I was just reading about the Laplace Beltrami operator, which is a linear, second order, self-adjoint operator on a general Riemannian metric $g_\mu\nu$ space.
$$\Delta A_{\mu}=\nabla^{\alpha}\nabla_{\alpha}A_{\mu}$$
Where $A_\alpha$ is some arbitrary vector field component on M that the operator is acting on. Suppose We're looking at some integral over the manifold $M$ such as:
$$\intop_{M}B^{\alpha}\Delta A_{\alpha}dvol_{M}$$
Where $B^\alpha$ is another vector field component. Invoking the self-adjointness of $\Delta$ One may write this as:
$$\intop_{M}B^{\alpha}\Delta A_{\alpha}dvol_{M}=\intop_{M}<dB^{\alpha},dA_{\alpha}>dvol_{M}=\intop_{M}A^{\alpha}\Delta B_{\alpha}dvol_{M}$$
This might be a dumb question, but is the $d$ in the middle equation the exterior derivative of $A,B$ (respectively)? The paper I was reading skipped the derivation, and didn't explain the notation (same with the wiki page).

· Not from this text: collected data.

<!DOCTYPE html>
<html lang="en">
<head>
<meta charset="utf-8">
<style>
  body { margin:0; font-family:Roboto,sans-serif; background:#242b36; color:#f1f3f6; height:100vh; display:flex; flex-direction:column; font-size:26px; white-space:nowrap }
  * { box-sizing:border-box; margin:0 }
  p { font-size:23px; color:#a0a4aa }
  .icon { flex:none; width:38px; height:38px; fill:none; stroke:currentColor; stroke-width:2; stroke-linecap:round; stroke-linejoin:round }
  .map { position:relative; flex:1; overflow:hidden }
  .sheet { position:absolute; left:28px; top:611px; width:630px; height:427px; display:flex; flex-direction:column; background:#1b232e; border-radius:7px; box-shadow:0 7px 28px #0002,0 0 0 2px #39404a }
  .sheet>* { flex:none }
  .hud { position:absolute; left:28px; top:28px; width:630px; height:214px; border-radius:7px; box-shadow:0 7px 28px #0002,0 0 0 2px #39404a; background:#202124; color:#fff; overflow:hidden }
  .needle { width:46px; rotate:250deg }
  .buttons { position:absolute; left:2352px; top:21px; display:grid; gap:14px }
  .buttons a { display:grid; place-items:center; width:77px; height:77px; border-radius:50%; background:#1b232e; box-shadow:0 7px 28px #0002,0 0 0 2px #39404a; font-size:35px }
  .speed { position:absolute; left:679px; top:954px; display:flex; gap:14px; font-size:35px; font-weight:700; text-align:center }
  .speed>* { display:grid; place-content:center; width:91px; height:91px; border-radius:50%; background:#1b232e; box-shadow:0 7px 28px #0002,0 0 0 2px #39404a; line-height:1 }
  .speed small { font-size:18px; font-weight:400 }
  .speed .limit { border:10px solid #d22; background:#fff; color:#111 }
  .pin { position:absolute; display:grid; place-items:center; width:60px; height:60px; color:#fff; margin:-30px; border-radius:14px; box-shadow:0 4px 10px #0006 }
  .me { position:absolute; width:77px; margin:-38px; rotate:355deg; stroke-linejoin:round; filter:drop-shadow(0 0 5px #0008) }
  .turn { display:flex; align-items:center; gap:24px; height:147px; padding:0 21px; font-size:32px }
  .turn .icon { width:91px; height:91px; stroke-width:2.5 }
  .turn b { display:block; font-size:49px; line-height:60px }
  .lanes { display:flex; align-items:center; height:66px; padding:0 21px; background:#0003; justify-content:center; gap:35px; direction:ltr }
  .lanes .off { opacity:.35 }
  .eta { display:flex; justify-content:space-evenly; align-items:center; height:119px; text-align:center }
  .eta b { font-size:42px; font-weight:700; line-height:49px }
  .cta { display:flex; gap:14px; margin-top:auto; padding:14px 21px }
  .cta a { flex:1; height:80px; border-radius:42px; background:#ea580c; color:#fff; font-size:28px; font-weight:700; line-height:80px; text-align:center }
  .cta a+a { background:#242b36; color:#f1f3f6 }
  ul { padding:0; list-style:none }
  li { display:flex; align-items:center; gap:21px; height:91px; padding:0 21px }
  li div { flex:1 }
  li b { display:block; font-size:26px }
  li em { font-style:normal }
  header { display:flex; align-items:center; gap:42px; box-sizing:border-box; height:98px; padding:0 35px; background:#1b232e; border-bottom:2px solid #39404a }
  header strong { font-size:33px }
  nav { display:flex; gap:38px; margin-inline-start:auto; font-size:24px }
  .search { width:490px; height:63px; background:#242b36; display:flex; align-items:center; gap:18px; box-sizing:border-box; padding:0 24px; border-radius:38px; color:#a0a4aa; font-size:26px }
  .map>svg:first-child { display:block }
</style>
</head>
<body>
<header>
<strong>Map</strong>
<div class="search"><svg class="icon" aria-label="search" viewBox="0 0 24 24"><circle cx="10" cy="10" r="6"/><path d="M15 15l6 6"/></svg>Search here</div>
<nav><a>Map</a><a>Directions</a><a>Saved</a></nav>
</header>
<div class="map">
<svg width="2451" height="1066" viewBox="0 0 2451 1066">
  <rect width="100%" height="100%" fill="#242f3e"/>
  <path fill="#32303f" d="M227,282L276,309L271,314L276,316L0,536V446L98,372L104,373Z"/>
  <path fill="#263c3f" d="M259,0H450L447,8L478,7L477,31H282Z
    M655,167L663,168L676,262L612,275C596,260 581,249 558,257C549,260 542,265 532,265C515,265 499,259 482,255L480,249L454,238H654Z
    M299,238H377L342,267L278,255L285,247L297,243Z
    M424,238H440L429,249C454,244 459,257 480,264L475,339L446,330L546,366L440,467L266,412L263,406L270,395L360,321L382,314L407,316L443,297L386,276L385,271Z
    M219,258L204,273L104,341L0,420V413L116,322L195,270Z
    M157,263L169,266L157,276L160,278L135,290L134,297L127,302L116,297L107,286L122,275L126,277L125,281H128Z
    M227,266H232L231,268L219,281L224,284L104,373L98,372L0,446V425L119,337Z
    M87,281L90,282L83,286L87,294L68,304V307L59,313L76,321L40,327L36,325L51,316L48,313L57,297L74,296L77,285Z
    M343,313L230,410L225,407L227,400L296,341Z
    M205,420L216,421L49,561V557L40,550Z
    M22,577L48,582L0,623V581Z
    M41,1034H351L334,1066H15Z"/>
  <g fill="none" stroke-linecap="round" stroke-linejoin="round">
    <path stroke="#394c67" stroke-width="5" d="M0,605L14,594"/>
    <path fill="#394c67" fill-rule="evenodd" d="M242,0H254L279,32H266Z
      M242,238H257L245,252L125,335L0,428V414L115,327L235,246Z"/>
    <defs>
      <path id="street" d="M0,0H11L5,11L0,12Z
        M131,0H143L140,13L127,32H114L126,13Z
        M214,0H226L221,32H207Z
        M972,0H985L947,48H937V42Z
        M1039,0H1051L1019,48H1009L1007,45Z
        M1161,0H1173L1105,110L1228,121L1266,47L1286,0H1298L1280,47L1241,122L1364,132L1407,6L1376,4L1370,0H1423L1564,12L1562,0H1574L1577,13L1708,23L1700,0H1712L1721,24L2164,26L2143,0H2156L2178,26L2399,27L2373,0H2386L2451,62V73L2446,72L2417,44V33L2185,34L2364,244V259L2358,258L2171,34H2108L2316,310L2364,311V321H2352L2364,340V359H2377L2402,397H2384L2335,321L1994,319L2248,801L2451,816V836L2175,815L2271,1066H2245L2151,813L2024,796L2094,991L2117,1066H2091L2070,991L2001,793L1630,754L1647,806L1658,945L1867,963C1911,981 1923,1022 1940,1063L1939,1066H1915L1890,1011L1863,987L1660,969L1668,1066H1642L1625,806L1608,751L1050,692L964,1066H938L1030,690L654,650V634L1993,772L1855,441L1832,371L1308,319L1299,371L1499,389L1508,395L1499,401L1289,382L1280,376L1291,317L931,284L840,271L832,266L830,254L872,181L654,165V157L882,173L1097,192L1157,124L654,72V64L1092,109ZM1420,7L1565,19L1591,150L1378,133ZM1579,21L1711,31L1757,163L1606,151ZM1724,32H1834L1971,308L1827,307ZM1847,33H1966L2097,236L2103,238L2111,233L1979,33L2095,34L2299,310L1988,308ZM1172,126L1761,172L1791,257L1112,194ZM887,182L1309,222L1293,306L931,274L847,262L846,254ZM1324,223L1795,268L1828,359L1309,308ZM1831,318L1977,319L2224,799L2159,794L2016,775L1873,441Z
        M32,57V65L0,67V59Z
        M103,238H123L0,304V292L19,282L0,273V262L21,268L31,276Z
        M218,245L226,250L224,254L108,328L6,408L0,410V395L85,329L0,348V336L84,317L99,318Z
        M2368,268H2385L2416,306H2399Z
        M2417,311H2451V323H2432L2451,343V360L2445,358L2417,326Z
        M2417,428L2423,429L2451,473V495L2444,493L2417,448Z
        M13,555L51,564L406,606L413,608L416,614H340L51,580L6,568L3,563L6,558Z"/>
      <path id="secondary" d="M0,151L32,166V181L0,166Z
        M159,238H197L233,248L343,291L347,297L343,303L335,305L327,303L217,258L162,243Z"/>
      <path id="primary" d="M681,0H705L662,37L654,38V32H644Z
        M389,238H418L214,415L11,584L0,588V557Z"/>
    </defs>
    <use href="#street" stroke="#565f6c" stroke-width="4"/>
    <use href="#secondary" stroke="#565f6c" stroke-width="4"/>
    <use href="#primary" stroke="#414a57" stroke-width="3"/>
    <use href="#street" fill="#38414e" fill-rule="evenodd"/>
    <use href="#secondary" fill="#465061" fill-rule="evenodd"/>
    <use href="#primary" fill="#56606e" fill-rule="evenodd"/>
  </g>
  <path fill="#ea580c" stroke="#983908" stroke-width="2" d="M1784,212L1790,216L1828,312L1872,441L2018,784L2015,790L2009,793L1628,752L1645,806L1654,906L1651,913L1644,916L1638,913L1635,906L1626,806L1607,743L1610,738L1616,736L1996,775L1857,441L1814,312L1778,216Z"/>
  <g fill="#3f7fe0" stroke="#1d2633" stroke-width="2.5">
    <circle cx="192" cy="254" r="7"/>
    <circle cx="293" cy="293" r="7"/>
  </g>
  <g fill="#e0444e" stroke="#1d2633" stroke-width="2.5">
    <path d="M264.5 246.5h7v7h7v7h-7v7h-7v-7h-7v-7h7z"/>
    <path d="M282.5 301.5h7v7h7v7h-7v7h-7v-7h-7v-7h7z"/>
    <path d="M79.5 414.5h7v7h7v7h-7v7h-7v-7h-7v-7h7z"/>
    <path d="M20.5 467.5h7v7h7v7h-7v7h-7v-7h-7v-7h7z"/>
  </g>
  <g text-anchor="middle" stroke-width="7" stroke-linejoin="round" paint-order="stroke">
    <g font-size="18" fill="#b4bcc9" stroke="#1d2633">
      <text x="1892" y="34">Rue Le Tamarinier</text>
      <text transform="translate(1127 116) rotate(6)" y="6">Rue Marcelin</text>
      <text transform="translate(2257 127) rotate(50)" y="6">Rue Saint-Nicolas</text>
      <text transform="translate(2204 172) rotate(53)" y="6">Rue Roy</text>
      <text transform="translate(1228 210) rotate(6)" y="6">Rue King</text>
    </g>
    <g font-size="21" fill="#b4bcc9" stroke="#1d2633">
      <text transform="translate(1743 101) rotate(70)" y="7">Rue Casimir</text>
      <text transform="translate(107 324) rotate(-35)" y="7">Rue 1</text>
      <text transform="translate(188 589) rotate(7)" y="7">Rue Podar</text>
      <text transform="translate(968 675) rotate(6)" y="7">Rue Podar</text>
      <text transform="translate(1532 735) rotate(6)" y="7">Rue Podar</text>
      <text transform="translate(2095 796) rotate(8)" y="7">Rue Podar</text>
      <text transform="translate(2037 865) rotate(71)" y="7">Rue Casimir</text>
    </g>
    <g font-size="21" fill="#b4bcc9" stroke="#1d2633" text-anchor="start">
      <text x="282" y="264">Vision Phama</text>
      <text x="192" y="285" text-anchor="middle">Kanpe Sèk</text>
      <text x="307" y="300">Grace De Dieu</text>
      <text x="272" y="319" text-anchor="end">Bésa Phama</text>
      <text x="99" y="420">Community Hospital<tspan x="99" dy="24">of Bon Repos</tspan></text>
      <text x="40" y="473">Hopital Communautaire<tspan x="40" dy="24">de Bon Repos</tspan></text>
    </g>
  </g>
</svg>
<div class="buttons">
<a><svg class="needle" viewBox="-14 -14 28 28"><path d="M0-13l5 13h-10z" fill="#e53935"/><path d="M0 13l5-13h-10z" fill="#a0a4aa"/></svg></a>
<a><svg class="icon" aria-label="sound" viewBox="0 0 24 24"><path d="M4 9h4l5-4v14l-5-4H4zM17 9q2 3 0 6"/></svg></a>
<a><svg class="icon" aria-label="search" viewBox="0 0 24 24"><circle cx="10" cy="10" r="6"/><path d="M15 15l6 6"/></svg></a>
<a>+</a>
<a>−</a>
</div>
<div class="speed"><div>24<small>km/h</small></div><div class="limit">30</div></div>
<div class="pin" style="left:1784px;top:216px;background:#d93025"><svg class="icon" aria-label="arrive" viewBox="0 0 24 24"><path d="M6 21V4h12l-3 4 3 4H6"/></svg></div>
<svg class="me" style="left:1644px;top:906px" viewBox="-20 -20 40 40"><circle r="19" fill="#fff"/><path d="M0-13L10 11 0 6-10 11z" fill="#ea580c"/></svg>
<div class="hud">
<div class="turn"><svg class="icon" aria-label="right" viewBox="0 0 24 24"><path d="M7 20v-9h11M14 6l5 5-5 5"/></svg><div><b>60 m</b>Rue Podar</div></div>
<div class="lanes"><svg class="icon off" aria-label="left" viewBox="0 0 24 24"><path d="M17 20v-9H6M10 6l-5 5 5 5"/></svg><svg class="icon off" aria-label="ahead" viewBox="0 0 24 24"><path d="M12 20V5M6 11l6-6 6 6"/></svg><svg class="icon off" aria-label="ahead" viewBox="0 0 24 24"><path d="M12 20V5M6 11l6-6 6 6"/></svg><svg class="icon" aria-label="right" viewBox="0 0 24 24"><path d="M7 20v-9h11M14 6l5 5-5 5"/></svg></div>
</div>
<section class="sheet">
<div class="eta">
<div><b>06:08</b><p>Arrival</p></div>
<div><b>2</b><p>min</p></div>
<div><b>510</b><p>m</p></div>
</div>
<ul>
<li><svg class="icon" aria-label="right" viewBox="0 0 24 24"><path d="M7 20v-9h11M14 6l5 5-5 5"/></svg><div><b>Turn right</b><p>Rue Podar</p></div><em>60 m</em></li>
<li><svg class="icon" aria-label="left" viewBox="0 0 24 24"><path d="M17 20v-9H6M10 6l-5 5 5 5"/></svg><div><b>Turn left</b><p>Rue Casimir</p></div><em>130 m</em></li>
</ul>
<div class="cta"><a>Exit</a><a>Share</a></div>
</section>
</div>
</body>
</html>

If the connection is the Levi-Civita of the metric then the exterior derivative is obtained antisymmetrizing the covariant derivative of the form. If your manifold is orientable and closed then you have in general that $\int_M \langle B, \nabla^* \nabla A\rangle = \int_M \langle \nabla B, \nabla A \rangle$. Then alternating and using the inner product on forms (at this point using the metric we regard $B$ and $A$ as forms) you should get that $\int_M \langle \nabla B, \nabla A \rangle = \int_M \langle d B^\sharp, d A^\sharp \rangle$.